When an LLC gets sued, the personal assets of its members such as real estate and bank accounts remain untouched, only the money that they put into the company bears the brunt of the legal action. Having said that, it is necessary that you hire a business lawyer to avoid being exposed to any personal liability, because the aforementioned immunity is not absolute (members can still be accountable for any criminal wrongdoing).

2. Taking Care of Pass-through Taxation

Pass through taxations are an integral part of any LLC business model. It implies that an individual has to pay taxes on every income obtained from the business, besides their individual tax returns. This is generally applicable to partnerships and sole proprietorships, and differs from traditional taxation, wherein it is the prerogative of the company itself to pay taxes on the derived income, and not on the individual income. Hiring a business lawyer helps you understand the difference between the two taxation types, and the accountability of income for certain federal taxes.

3. Structuring Limitless Ownerships and Imbibing Allocation Flexibility

In Limited Liability Corporation structure there is no limit on the number of individuals that can file as owners, unlike other corporate models. In addition, there is no condition that specifies that any member’s investment has to equal to his/her ownership percentage. Typically, an operational agreement consists of varying percentages of profits and losses for individual members in an LLC, irrespective of their initial investments. That’s when a reputable business lawyer can help you draft an operational agreement in a systematic order.

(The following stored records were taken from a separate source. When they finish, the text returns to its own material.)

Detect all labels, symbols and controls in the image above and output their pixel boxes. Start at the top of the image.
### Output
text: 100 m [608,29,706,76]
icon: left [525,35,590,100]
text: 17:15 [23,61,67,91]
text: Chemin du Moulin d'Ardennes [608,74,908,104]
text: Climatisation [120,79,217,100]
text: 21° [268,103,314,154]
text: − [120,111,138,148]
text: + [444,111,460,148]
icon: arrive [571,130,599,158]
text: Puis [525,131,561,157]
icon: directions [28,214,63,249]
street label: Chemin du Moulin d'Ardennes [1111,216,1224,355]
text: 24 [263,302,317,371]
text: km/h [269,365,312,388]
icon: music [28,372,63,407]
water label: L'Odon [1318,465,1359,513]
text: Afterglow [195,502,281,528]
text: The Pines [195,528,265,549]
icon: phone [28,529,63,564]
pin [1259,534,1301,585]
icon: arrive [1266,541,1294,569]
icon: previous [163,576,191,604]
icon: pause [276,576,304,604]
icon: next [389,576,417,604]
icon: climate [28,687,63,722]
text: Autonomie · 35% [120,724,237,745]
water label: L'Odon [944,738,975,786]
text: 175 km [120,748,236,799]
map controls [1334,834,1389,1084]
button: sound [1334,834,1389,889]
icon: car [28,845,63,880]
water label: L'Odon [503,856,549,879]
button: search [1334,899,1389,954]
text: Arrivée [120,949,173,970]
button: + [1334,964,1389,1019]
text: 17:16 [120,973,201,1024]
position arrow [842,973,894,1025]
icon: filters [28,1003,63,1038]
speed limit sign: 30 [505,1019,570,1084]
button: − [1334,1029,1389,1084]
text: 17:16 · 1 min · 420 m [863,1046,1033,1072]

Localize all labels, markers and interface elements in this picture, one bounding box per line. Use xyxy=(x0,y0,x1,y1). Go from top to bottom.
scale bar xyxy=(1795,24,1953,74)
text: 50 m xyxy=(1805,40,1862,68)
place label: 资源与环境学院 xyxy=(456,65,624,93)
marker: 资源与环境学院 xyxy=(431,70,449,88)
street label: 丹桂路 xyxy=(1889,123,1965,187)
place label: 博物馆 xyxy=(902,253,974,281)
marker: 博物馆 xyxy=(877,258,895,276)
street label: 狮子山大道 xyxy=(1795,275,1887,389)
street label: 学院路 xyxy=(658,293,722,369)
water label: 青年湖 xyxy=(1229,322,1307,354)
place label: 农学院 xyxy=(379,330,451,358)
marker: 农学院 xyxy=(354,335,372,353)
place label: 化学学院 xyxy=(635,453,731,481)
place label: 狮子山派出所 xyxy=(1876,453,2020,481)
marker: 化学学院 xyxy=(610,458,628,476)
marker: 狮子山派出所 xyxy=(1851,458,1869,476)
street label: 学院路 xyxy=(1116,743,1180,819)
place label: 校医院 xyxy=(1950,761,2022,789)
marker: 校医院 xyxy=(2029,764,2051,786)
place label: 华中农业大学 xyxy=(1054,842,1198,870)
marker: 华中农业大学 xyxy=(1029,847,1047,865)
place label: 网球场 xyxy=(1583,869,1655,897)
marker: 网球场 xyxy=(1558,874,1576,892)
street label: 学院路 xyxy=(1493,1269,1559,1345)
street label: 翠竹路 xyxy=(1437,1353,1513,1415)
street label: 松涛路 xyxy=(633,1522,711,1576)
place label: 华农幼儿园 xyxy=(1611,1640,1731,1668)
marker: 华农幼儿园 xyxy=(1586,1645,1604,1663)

4. Ensuring Freedom of Management

One highlight of LLCs is their hierarchical structure in the organization, which completely differs from standard corporations. There is no concept of having a board of directors, stringent book maintenance requirements, and convening annual meetings. Subsequently, the business operates on self-made terms of the owners. In such scenario there’s a possibility that the business process go haywire. Getting a reputable business lawyer can help your company avoid any such situation, and streamline business operations.

Wrapping Up...

Limited Liability Companies are poles apart from traditional organizational structures, in terms of their operations and structuring. As there is no concept of having a board of directors to formalize business policies and determine profit sharing, LLCs, small businesses, and start up businesses, often require business lawyers to streamline their operations, and provide definition to their organizational hierarchy. If you don’t have time to find a qualified business lawyer in your Austin or any other place, seek assistance of a lawyer referral service provider.